◆ Work request
Find the lines in the material below that include the word "data", count them, and give that count alone.

━━━━━ Input for this task ━━━━━

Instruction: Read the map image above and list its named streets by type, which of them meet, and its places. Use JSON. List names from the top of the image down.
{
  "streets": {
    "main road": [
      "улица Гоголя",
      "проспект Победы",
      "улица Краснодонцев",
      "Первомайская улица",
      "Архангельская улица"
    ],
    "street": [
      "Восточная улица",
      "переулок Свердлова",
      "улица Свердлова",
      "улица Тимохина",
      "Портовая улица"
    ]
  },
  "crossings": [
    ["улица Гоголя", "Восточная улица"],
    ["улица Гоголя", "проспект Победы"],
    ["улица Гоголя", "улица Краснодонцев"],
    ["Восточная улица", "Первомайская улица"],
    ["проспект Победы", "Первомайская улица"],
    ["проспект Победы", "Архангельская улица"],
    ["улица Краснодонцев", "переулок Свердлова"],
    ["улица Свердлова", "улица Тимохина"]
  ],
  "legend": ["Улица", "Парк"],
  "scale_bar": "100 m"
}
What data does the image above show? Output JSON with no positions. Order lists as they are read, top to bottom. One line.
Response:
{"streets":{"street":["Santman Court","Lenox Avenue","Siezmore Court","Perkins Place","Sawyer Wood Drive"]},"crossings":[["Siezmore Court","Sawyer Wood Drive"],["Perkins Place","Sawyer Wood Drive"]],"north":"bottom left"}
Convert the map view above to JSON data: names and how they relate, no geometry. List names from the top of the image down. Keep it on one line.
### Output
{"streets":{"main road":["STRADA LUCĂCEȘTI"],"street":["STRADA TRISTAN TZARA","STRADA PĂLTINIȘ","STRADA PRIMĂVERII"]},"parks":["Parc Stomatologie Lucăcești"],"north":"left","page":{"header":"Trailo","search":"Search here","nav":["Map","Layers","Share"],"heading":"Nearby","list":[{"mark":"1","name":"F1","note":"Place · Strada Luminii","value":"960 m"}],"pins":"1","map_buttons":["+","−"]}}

━━━━━

◆ Exercise solution
2